**TO DO:** Please output every record exactly, keeping each line as it is.

**INPUT DATA:**
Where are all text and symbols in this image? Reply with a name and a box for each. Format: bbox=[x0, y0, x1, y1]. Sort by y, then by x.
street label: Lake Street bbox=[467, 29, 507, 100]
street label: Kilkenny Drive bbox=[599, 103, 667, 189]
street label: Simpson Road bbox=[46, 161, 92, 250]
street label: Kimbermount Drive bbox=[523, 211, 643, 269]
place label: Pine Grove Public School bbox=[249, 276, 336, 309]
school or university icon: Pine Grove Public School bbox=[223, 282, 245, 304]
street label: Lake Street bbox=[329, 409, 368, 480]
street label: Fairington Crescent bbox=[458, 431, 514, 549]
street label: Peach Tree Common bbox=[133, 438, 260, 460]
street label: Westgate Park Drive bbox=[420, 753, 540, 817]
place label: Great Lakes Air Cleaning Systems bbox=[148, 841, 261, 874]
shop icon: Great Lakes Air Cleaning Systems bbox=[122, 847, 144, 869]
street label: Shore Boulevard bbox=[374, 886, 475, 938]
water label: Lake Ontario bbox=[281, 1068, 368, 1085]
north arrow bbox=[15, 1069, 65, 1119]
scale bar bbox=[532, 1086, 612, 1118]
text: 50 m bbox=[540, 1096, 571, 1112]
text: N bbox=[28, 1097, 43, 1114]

**OUTPUT FOR THIS EXERCISE:**
Where are all text and symbols in this image? Reply with a name and a box for each. Format: bbox=[x0, y0, x1, y1]. Sort by y, then by x.
street label: Lake Street bbox=[467, 29, 507, 100]
street label: Kilkenny Drive bbox=[599, 103, 667, 189]
street label: Simpson Road bbox=[46, 161, 92, 250]
street label: Kimbermount Drive bbox=[523, 211, 643, 269]
place label: Pine Grove Public School bbox=[249, 276, 336, 309]
school or university icon: Pine Grove Public School bbox=[223, 282, 245, 304]
street label: Lake Street bbox=[329, 409, 368, 480]
street label: Fairington Crescent bbox=[458, 431, 514, 549]
street label: Peach Tree Common bbox=[133, 438, 260, 460]
street label: Westgate Park Drive bbox=[420, 753, 540, 817]
place label: Great Lakes Air Cleaning Systems bbox=[148, 841, 261, 874]
shop icon: Great Lakes Air Cleaning Systems bbox=[122, 847, 144, 869]
street label: Shore Boulevard bbox=[374, 886, 475, 938]
water label: Lake Ontario bbox=[281, 1068, 368, 1085]
north arrow bbox=[15, 1069, 65, 1119]
scale bar bbox=[532, 1086, 612, 1118]
text: 50 m bbox=[540, 1096, 571, 1112]
text: N bbox=[28, 1097, 43, 1114]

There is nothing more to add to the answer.